Outre l'effet de la pandémie, le secteur, tourné à 80% vers l'exportation, souffre d'une baisse de la demande. "Les contrats clients ne sont pas respectés, affectant ainsi le positionnement stratégique du Royaume et réduisant les quantités exportées qui sont de -25% en volume par rapport à 2020 et prévisible à -40% d'ici la fin de l'année", regrette l'Unicop dans son communiqué.
Les conserves de poisson subissent une surexploitation de la ressource.
De mal en pis, les industriels ont vu le prix des intrants augmenter de manière inédite, notamment après la flambée des prix du transport international. "Le prix des huiles végétales : Soja-Tournesol et huile d'olive ont connu des flambées vertigineuses dépassant parfois les 100% d'augmentation", regrette l'Unicop, soulignant que la hausse concerne également les prix du bidon et de l'emballage carton.
Ces derniers "n'ont cessé depuis plusieurs mois d'afficher des hausses périodiques et historiques non planifiées générant un désarroi général, non seulement des industriels, mais aussi des clients", critique l'Unicop.
Selon un industriel qui a requis l'anonymat, les hausses de prix sont dues à des situations de monopole auxquelles l'Etat doit faire face pour préserver ce secteur pourvoyeur de devises.

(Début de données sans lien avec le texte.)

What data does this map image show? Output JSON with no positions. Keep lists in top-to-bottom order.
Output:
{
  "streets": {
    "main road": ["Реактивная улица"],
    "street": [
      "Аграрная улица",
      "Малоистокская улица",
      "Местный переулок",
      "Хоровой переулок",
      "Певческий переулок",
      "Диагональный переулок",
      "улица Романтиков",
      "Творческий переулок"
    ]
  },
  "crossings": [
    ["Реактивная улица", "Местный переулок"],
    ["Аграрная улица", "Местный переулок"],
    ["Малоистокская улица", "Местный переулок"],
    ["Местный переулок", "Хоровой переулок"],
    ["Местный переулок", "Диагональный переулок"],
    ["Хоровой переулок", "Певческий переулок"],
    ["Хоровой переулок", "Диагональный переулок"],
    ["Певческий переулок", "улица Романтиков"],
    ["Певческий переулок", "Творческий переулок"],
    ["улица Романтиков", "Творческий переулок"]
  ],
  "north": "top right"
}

Ceci étant, les industriels qui dans leur communiqué évitent de désigner nommément les responsables de la surexploitation de la ressource, qui de l'avis d'un professionnel, est la cause la plus importante de cette situation, plaident pour un soutien financier de la part de l'État.
"En plus de l'application d'un repos biologique qui ne peut plus être nécessaire, nous voulons que la tutelle ait un droit de regard sur les prix des intrants et sur la situation monopolistique de certains fournisseurs de l'industrie de la conserve de poisson, mais aussi qu'elle établisse des subventions pour l'aide à l'exportation, l'aide logistique, les subventions sur les intrants qui sont légitimes", a déclaré un professionnel.

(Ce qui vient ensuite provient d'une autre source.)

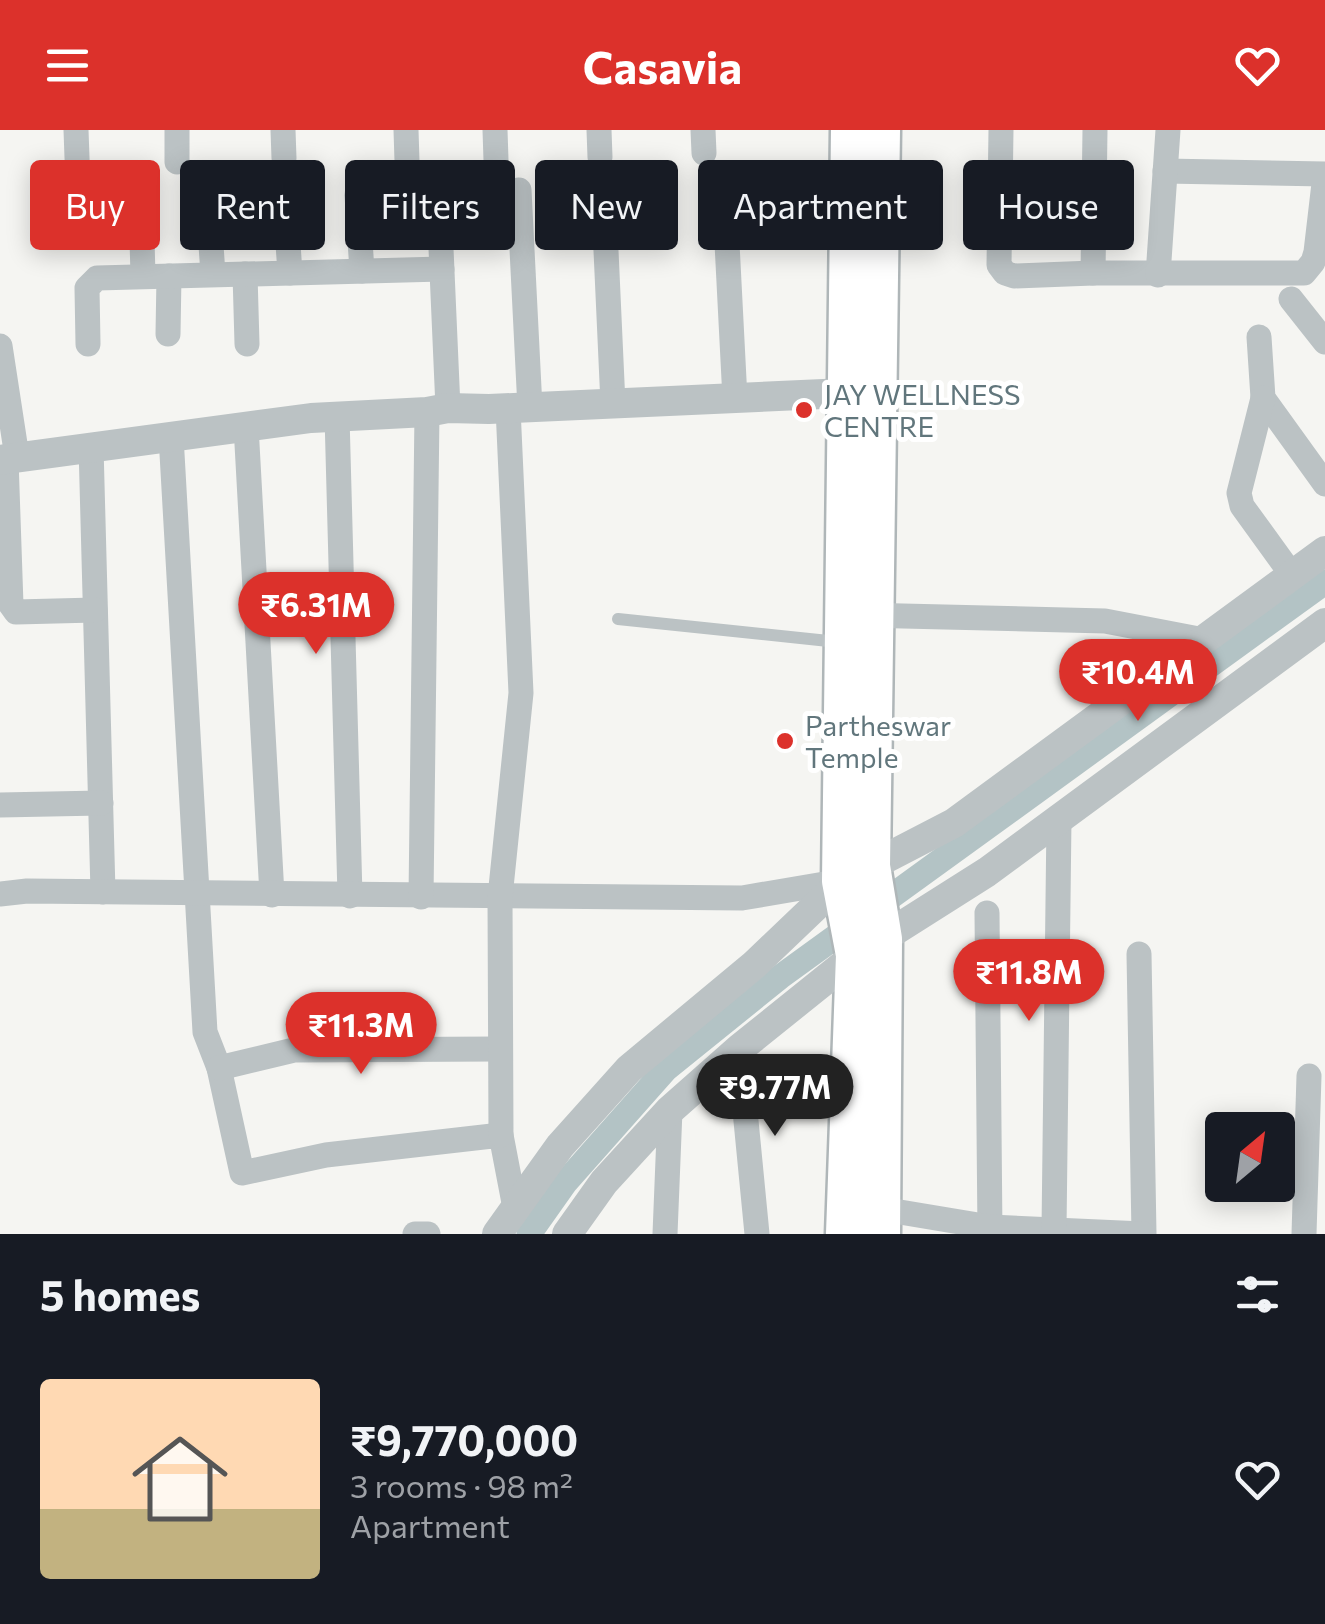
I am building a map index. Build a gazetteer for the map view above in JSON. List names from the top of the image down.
{
  "places": ["JAY WELLNESS CENTRE", "Partheswar Temple"],
  "north": "top right",
  "page": {
    "header": "Casavia",
    "chip": [
      "Buy",
      "Rent",
      "Filters",
      "New",
      "Apartment",
      "House"
    ],
    "price": [
      "₹6.31M",
      "₹10.4M",
      "₹11.8M",
      "₹11.3M",
      "₹9.77M"
    ],
    "heading": "5 homes",
    "list": [
      {
        "name": "₹9,770,000",
        "note": "3 rooms · 98 m² · Apartment"
      }
    ]
  }
}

"Nous devons d'abord appliquer les recommandations des scientifiques comme en ce qui concerne le repos biologique et il doit être général et non partiel avec un cahier des charges rigoureux précisant le broyage et le zonage à appliquer et par la suite subventionner ce. secteur vital pour l'économie marocaine qui ne bénéficie pas d'une subvention alors que d'autres en bénéficient en amont et en aval ", a-t-il conclu.